Subject: Age: West Timor Time Bomb Ticks [+editorial: Wahid must act]

also: [Age] editorial: Wahid must act in Timor

The Age [Melbourne] Sunday 10 September 2000

Time bomb ticks

By LINDSAY MURDOCH KUPANG, WEST TIMOR

The deep orange sun drops quickly into the ocean off Kupang. You will not see a more spectacular sunset anywhere.

But the deck chairs around the beachside swimming pool of the Kristal hotel are empty. Long gone, too, are the weekend holiday-makers from Darwin.

The last United Nations staff and workers from international aid agencies who had made West Timor their home packed up and left last week, deserting 126,912 Timorese refugees in squalid border camps. The refugees have relied on the UN for food and other essentials.

"West Timor is a time bomb," one of the last UN officials to leave told The Sunday Age.

There are grave fears of an explosion of violence among the refugees and West Timor locals, who are becoming increasingly fed up with troublemakers in the camps.

It will not be safe any time soon for foreigners to return to Indonesian-ruled West Timor.

As the charred bodies of three foreigners lay outside the smouldering remains of the office of the United Nations High Commissioner for Refugees in the border town of Atambua last week, more than 3000 pro-Jakarta militia and their refugee supporters started chanting for more blood. "They were screaming that they wanted to find more foreigners to kill," said Indonesian journalist Antonius Un Taolin, who was there.

But several militia leaders, including Joao Tavares, one of the best-known from last year's bloodshed in East Timor, told them: "Three is enough."

The crowd eventually dispersed and the headless body of Olivio Moruk, a militia leader who was earlier murdered in strange circumstances, was taken back to his village for burial.

This was only the start of the trouble. Within hours, militiamen still enraged about Moruk's death went on another rampage, this time attacking Haekesak village, 30 kilometres east of Atambua and just five kilometres from the East Timor border. By Friday night, the death toll in the village was 11. The villagers, who have lived for decades in peace trying to make a living off the dry, barren land, are terrified of the militia thugs, who arrive by the truckload and carry machetes, iron bars and home-made guns.

Antonius, the West Timor correspondent for the Jakarta-based Gatra magazine, said leaders of the militia bands roaming West Timor detest foreigners, particularly Australians, who they blame for losing East Timor, which they still regard as their homeland.

"They believe that Australia worked too hard for East Timor's independence," he said.

But West Timor police chief Brigadier-General John Lalo pleaded for UN and other international agencies to return. "Where will the refugees get food?" he said. "The people will most likely turn to theft and they will most likely start stealing from their neighbors.

"We desperately need the continuing help of the international community."

But UN Secretary-General Kofi Annan, outraged about the killing of the three UN staff, has made clear to Indonesia's President Abdurrahman Wahid that the UN will not return to West Timor until the country can guarantee foreigners will be protected.

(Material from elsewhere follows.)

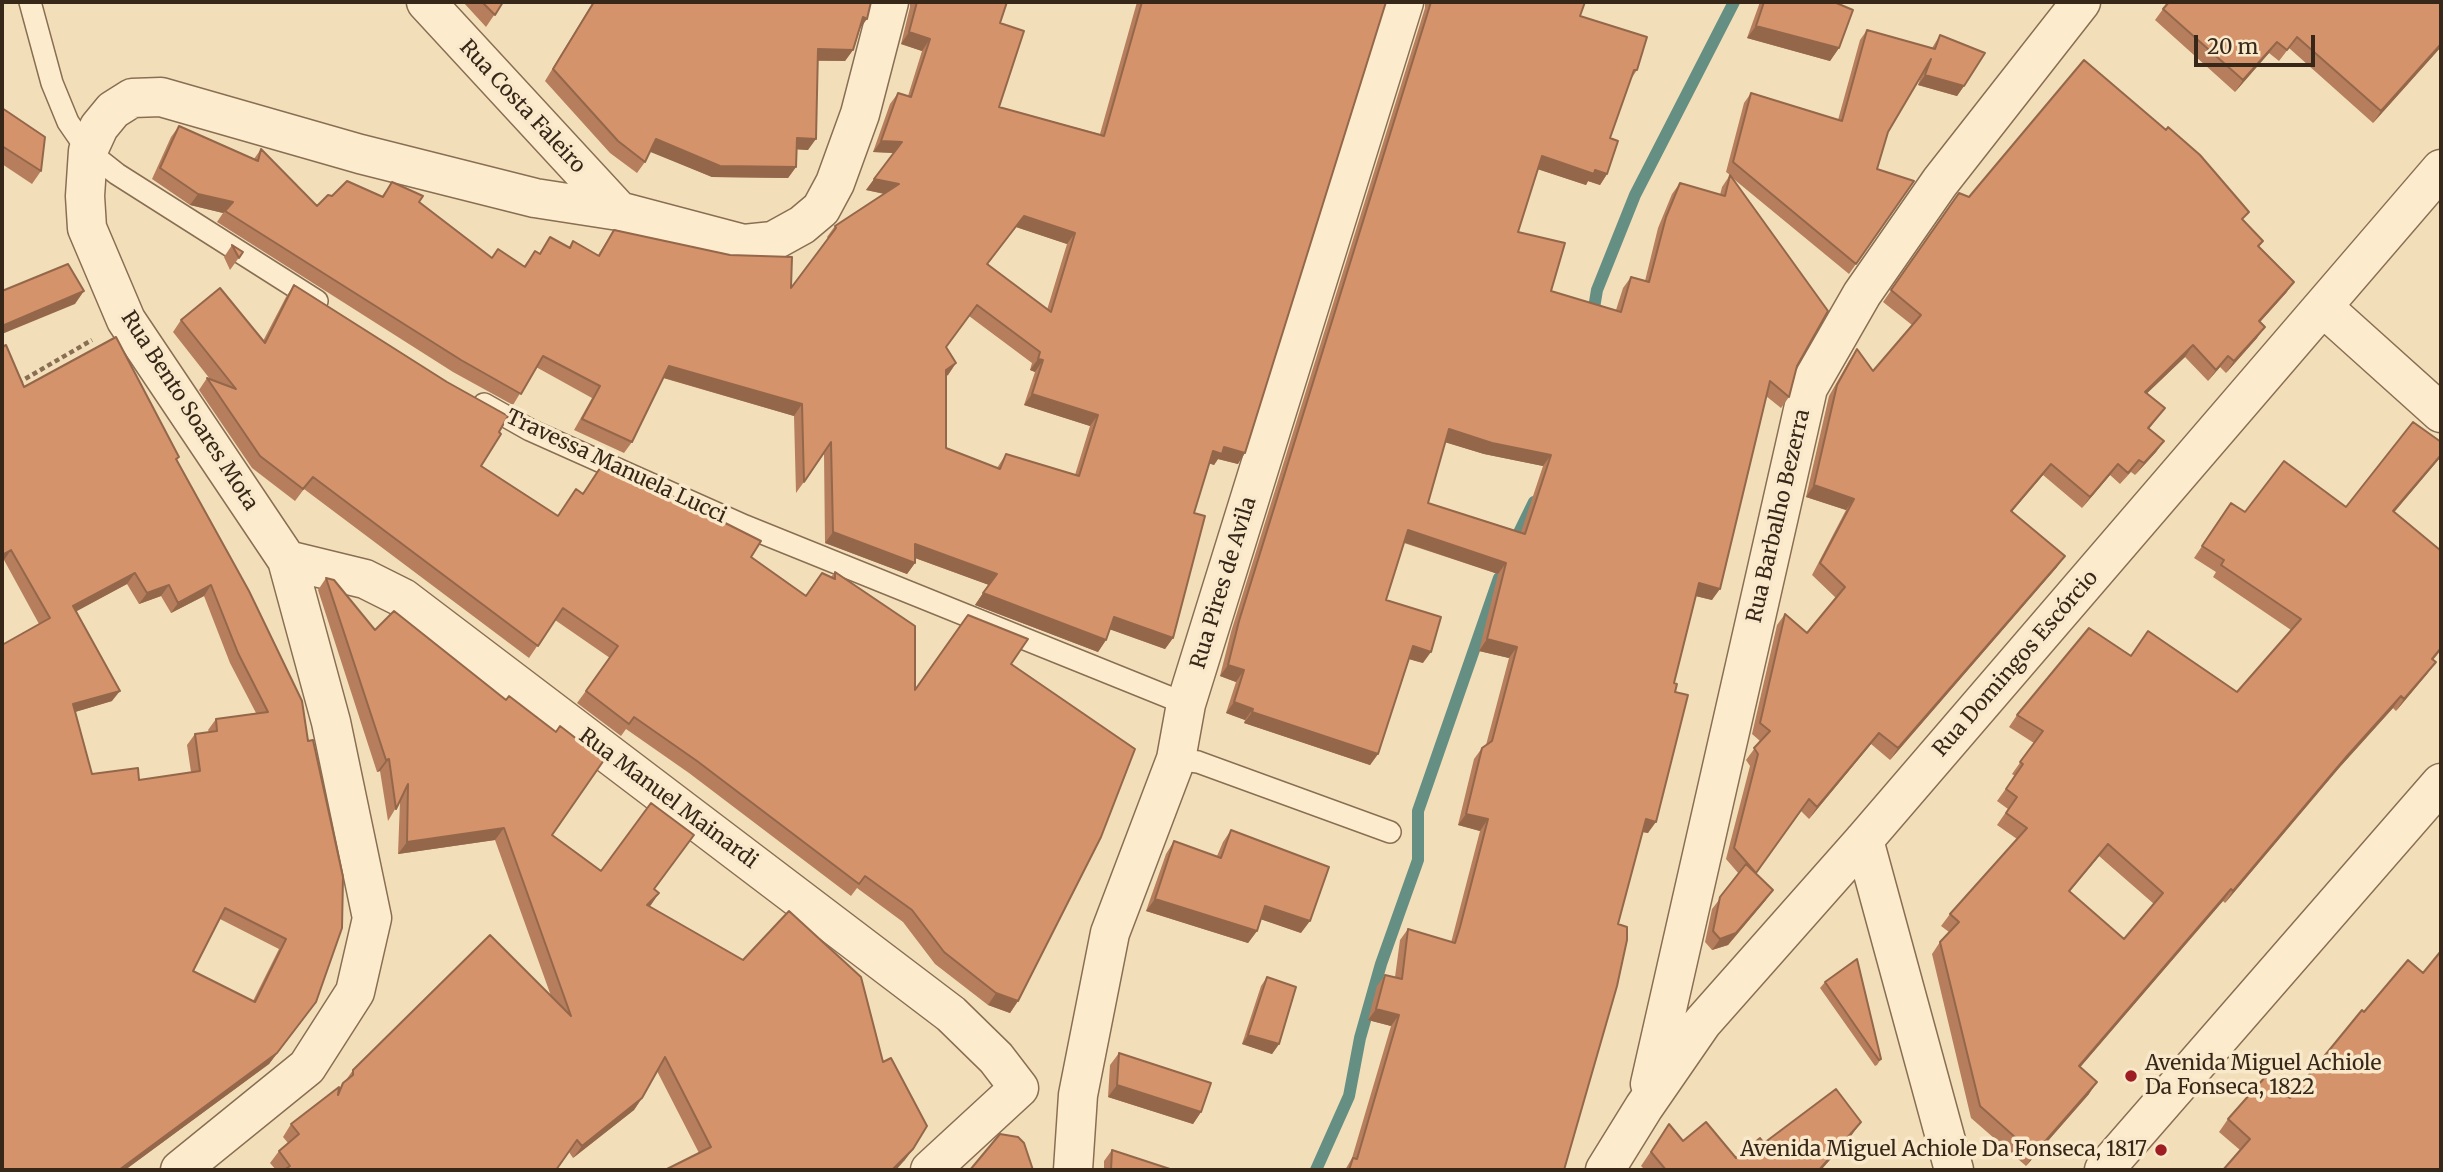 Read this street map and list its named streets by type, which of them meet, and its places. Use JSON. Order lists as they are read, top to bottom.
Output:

General Lalo said: "We need a solution so that the UN can come back and continue working.

"The safety of the UN can be guaranteed only so far. Don't forget that many of these people are criminals. They do their work in the middle of the night. We can't watch them all the time." General Lalo said the militia and their families, facing a six-month deadline imposed by Jakarta for the camps to be closed, saw themselves being cheated out of their homeland.

He said that they represented the 21 per cent of Timorese who voted for East Timor to remain part of Indonesia in last year's UN-supervised referendum.

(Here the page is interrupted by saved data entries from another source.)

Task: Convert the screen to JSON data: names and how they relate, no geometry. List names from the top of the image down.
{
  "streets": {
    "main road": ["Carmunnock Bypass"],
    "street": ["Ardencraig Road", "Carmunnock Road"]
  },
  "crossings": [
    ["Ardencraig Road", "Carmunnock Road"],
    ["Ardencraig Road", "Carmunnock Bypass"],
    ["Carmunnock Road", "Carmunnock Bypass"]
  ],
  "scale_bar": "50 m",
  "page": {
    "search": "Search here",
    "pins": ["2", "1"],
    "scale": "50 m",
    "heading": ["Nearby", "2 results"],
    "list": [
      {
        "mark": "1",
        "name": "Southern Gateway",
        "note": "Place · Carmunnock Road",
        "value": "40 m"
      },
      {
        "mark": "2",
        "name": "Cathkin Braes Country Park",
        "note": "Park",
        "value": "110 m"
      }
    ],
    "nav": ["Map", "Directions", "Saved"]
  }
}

"They think that because 21 per cent of the people voted to remain part of Indonesia that they should be given 21 per cent of the territory," General Lalo said.

"There has to be a solution that recognises the rights of these people as citizens of East Timor."

On Friday night, West Timor's police, military commanders and political leaders held a summit in Kupang to discuss ways to try to avert further bloodshed. "They don't have the answers," an observer at the summit said later.

Facing international condemnation because of the UN killings, Indonesian authorities have set up a police and military taskforce to investigate Moruk's murder, which observers said provoked the mobs to attack the UNHCR office.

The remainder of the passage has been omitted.